[Records from a collection]
━━━━━━━━━━

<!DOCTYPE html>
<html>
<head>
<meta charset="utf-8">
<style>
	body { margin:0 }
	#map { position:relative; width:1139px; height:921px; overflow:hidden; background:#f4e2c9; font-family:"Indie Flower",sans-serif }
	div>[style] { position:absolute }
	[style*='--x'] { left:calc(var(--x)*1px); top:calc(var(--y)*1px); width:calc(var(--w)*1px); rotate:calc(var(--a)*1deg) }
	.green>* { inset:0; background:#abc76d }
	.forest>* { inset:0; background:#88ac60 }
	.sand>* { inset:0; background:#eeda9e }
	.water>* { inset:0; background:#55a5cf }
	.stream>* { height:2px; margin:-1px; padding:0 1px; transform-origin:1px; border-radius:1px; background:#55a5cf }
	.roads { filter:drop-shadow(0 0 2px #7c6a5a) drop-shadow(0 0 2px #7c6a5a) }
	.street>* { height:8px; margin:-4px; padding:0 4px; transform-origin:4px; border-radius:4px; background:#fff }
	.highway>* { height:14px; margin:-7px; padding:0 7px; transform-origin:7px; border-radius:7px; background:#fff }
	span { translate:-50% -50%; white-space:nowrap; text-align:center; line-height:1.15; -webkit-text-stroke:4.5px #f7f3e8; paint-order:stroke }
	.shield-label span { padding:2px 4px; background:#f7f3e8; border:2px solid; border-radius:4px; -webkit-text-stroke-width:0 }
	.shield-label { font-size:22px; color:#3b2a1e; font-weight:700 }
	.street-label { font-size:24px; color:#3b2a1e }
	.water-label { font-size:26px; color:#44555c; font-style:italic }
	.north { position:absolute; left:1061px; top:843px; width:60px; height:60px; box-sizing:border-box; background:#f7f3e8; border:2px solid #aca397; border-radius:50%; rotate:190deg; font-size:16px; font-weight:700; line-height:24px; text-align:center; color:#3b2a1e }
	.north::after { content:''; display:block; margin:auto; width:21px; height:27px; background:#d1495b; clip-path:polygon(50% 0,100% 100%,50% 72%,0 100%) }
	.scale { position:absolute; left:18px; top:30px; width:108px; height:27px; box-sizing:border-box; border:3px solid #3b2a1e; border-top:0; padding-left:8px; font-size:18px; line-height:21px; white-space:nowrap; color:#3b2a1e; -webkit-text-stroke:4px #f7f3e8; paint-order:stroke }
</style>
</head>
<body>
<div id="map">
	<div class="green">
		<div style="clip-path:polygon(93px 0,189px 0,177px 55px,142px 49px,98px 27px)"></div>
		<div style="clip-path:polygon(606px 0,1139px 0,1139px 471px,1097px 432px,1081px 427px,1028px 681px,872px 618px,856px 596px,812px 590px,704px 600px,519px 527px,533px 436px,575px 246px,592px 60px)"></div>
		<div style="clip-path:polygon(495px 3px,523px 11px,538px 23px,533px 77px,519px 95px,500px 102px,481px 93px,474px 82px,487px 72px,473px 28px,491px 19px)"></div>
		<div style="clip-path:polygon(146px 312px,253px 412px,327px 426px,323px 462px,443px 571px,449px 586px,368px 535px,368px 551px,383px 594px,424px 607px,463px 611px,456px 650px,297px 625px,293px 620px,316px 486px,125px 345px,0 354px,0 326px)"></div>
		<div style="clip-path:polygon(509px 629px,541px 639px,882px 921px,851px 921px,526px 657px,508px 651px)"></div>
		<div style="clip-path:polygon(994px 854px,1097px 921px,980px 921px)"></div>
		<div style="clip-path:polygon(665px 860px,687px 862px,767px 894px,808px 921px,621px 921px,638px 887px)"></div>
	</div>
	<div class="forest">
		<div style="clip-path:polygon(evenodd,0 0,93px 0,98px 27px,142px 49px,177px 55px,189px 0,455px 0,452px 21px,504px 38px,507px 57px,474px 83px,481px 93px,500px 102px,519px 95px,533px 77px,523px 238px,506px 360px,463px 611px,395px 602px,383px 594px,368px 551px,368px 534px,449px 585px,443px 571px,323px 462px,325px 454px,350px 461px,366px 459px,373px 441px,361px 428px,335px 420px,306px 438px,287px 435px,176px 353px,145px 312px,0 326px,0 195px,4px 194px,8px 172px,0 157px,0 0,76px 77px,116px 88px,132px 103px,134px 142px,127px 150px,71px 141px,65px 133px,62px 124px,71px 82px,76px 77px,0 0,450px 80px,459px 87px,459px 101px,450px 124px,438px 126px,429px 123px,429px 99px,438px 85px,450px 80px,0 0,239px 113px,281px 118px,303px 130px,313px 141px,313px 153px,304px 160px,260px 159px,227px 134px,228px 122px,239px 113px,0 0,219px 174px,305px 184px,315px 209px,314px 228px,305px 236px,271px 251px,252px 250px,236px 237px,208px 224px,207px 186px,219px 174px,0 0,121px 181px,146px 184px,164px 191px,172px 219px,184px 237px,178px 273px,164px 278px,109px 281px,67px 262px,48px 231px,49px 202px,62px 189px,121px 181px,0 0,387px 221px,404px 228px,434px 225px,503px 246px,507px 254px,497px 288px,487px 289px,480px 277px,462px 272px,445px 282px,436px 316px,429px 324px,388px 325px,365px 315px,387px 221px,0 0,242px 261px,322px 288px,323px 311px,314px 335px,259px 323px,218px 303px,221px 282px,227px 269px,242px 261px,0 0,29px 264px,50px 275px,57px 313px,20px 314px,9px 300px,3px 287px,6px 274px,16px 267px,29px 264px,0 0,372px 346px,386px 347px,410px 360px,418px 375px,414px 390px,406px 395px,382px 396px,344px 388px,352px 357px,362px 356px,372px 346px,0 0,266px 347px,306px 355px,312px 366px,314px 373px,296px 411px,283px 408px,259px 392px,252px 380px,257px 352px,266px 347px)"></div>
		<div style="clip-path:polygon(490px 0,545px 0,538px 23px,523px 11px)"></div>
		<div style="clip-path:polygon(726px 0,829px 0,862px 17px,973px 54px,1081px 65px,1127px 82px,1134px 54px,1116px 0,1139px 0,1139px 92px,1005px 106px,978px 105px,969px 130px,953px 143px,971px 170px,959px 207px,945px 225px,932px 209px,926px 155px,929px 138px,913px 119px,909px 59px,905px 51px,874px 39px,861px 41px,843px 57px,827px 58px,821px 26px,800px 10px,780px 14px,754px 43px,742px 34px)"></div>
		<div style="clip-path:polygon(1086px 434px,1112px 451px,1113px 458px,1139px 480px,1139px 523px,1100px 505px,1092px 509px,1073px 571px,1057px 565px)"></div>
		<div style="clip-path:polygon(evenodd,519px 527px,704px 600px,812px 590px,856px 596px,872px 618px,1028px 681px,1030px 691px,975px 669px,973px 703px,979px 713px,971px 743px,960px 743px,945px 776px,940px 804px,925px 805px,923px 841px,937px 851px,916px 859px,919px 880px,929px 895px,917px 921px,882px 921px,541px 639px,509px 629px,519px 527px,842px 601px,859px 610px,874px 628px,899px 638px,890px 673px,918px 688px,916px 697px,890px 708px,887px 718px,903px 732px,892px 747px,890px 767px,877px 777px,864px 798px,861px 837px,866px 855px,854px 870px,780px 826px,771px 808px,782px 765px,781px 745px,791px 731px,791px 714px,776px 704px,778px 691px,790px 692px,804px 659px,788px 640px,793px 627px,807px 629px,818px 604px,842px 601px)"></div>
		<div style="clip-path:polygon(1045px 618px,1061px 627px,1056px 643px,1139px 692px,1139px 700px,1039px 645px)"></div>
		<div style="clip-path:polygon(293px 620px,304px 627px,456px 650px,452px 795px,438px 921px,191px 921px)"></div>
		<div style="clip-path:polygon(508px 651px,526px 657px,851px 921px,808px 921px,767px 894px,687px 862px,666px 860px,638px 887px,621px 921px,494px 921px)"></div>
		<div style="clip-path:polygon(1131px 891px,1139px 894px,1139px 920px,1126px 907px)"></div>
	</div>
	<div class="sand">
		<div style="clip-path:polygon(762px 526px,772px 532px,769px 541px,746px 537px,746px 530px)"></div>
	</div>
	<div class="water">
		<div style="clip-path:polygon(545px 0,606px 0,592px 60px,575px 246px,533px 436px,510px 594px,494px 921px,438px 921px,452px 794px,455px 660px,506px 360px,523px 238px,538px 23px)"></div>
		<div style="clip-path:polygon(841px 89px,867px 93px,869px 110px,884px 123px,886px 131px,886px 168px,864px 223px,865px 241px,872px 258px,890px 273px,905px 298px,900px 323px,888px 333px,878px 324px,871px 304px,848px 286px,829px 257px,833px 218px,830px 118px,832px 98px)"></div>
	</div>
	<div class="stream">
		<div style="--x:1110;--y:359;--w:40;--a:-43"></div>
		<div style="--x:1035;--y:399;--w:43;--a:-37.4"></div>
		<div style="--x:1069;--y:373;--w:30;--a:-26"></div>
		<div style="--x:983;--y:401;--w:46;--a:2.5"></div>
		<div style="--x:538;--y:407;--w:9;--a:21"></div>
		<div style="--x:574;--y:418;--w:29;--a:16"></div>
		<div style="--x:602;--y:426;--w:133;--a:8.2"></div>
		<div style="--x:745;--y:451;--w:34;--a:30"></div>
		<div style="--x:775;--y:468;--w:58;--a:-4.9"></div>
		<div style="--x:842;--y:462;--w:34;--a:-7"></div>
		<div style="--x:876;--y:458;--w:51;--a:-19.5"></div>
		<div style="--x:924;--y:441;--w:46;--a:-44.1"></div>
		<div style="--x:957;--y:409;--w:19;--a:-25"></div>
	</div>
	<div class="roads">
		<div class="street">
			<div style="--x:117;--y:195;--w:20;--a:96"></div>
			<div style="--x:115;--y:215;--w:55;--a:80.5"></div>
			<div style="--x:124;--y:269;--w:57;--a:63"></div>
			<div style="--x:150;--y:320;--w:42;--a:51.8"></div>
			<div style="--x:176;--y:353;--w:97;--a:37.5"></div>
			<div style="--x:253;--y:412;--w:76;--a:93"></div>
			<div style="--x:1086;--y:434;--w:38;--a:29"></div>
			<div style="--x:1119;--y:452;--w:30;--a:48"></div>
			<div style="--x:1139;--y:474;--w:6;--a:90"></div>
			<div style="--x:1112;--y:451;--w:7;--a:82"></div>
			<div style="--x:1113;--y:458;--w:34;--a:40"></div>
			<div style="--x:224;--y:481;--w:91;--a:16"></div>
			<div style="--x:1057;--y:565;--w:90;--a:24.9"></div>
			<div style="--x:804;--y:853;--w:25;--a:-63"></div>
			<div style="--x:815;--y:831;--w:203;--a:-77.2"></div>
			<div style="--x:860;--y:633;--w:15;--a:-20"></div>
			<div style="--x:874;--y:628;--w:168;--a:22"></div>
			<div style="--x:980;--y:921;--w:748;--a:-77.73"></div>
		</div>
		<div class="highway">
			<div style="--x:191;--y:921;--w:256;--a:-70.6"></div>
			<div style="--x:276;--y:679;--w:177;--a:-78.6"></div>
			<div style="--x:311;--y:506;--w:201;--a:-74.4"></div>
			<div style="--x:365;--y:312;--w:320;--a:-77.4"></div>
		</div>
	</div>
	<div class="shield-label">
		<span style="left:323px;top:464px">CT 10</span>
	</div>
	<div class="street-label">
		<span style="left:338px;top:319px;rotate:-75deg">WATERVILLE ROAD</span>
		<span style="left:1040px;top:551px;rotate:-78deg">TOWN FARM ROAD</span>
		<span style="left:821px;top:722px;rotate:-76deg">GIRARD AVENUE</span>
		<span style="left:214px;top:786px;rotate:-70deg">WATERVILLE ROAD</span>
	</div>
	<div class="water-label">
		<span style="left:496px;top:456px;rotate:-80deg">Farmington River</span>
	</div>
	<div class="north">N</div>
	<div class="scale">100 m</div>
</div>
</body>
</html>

━━━━━━━━━━

* Assigned task
Write down again the exact lines running from the beginning of the data to the line containing "filter:drop-shadow(0 0 2px", with both ends included.

* Solution to this exercise
<!DOCTYPE html>
<html>
<head>
<meta charset="utf-8">
<style>
	body { margin:0 }
	#map { position:relative; width:1139px; height:921px; overflow:hidden; background:#f4e2c9; font-family:"Indie Flower",sans-serif }
	div>[style] { position:absolute }
	[style*='--x'] { left:calc(var(--x)*1px); top:calc(var(--y)*1px); width:calc(var(--w)*1px); rotate:calc(var(--a)*1deg) }
	.green>* { inset:0; background:#abc76d }
	.forest>* { inset:0; background:#88ac60 }
	.sand>* { inset:0; background:#eeda9e }
	.water>* { inset:0; background:#55a5cf }
	.stream>* { height:2px; margin:-1px; padding:0 1px; transform-origin:1px; border-radius:1px; background:#55a5cf }
	.roads { filter:drop-shadow(0 0 2px #7c6a5a) drop-shadow(0 0 2px #7c6a5a) }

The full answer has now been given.